■ Your objective: Could you find every line in the records below that contains the word "rows" and copy it?

[Stored data]

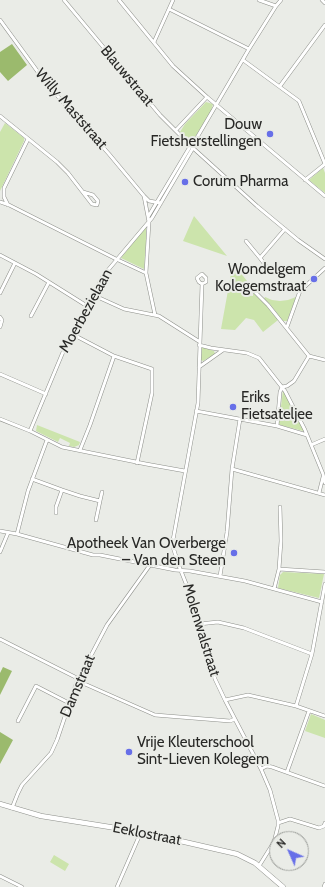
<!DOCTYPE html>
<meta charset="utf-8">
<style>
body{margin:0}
#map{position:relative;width:325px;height:887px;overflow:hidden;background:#eaece7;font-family:Cabin,sans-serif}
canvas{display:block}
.north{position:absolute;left:269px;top:831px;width:40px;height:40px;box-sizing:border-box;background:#eaece7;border:1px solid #9c9e9a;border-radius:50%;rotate:315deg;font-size:11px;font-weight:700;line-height:16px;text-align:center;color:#282826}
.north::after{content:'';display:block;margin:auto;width:14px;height:18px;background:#676fe8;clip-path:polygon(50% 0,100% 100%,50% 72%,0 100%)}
</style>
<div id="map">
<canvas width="325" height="887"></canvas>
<div class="north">N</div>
</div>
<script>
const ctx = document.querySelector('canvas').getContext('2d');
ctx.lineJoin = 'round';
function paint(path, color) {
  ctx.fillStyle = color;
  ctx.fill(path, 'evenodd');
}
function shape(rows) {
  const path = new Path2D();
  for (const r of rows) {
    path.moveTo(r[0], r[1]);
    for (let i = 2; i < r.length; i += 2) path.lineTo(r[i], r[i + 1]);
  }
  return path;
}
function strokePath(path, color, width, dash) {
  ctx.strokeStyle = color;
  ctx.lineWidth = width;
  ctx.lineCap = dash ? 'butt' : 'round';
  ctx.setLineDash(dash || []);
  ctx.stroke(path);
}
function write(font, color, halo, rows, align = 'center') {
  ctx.font = font + ' Cabin,sans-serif';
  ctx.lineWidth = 4;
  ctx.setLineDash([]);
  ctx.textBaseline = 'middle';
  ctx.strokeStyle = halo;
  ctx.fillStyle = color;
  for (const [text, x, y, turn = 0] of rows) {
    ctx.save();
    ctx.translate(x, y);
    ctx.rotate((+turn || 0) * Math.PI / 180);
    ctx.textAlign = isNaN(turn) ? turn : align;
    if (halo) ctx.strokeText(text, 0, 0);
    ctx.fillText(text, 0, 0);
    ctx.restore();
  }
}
const green = shape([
 [206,102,213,104,211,111,195,137,190,140,180,132,185,124],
 [5,123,24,138,24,141,0,191,0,132],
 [323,168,325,173,325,193,309,180],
 [194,216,227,256,183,241],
 [146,227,146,242,144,269,121,258],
 [233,263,247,281,244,295,253,296,253,293,266,305,278,320,263,332,254,320,246,318,235,330,221,329],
 [265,297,272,300,280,301,288,300,296,297,287,321,283,321,269,303,264,299],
 [202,347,214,351,215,354,203,361,201,360],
 [283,390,304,430,303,431,280,425,279,423],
 [37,425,80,442,79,445,74,447,69,446,70,443,60,438,58,442,36,431],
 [283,572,324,574,319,598,278,588,280,575],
 [311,714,325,720,325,738,305,731],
 [54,855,69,864,65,871,50,862]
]);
const forest = shape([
 [12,44,27,65,8,81,0,72,0,52],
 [3,667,12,671,0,695,0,673],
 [0,732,13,740,0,764]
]);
const street = shape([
 [64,0,160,115,193,148,257,206,298,240,325,259],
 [119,0,173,66,207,97,325,196],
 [259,0,276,6],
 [322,0,325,3],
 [169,9,249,49],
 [0,20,46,83,109,154,144,196,149,201,161,203],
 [154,42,173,0],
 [243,60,299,101,325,164],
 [280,86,325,25],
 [0,116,57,162,68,173,92,204,97,205,98,201,93,195,83,192],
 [176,130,207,97],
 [192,146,249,49,276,6,281,0],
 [305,180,325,164,325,165],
 [144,196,149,222,146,273,155,315],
 [0,202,9,205,116,259,146,273],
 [8,205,4,197,4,188,28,139],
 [148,217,191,145],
 [246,241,260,258,285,229],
 [0,255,36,274,87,306],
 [260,258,270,271],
 [202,284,199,282,197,278,202,274,206,278,206,282,202,284,198,403,173,540,173,547,179,566,187,586,215,679,225,700,261,769,270,790,278,820,278,826,274,842,259,866],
 [246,289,253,290,268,305,309,356,294,381,287,386,282,387],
 [0,293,15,263],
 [93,295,124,309,159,316,200,342],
 [31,316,49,282],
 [0,317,2,320,0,327],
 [287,327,300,291,325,268],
 [72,334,114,356,152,369,152,393,137,463],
 [199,345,211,348,247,353,259,358,285,391,305,430,323,474,325,483],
 [309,356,325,360],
 [199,367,223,350],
 [0,374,46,394],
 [196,411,277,426,307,435],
 [0,419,30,431,62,447,146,464,185,471],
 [277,426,280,392,282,387],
 [30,431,63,352,103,276,152,218,193,148],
 [311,445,325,439],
 [80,450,90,425,114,356],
 [232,469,325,495],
 [32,479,62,490,56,507,56,513],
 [62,490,80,496,100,501,96,520],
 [319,493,323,477],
 [100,501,102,492],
 [0,531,17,534,93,555,100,555,175,570,190,571,245,581,322,602],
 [17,534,28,491,47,440],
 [0,552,8,533],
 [279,569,325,572],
 [220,576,227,532,232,469,240,419],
 [274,589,279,569,281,541,280,507],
 [199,624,218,622,244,628,312,654],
 [0,639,79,679],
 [78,681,155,715,230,721,235,719],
 [225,700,248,695,296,706,325,716],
 [296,706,312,654,325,584],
 [18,721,36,686,69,703],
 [261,769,267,766,272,767,325,786],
 [287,772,309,711],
 [12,808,18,793,22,785,51,753,57,740,76,684,107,625,150,565],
 [278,823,290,819,319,828,324,826,325,823],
 [0,876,22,887],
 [117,887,141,832],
 [324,887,325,884]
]);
const secondary = shape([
 [0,804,41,816,141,832,237,854,255,863,283,887]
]);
const markers = [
 [270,134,4,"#676fe8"],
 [185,182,4,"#676fe8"],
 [314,279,4,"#676fe8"],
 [233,407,4,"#676fe8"],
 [234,553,4,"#676fe8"],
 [129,752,4,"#676fe8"]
];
const streetNames = [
 ["Blauwstraat",127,76,50],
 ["Willy Maststraat",71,109,49],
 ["Moerbezielaan",86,311,-61],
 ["Molenwalstraat",201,630,73],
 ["Damstraat",78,686,-67],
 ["Eeklostraat",147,834,11]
];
const poiNames = [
 ["Douw",262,125],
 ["Fietsherstellingen",262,142],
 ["Corum Pharma",193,182,"left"],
 ["Wondelgem",306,270],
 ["Kolegemstraat",306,287],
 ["Eriks",241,398,"left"],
 ["Fietsateljee",241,415,"left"],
 ["Apotheek Van Overberge",226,544],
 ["– Van den Steen",226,561],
 ["Vrije Kleuterschool",137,743,"left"],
 ["Sint-Lieven Kolegem",137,760,"left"]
];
paint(green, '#cce4ac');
paint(forest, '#9bba6d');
strokePath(street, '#8d8f8a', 4);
strokePath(secondary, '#8d8f8a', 5.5);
strokePath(street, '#fff', 3);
strokePath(secondary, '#fff', 4.5);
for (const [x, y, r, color] of markers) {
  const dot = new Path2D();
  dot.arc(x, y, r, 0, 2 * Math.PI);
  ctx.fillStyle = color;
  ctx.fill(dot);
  strokePath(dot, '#eaece7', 1.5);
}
write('15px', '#282826', '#eaece7', streetNames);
write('15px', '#282826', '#eaece7', poiNames, 'right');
</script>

■ Exercise solution:
function shape(rows) {
  for (const r of rows) {
function write(font, color, halo, rows, align = 'center') {
  for (const [text, x, y, turn = 0] of rows) {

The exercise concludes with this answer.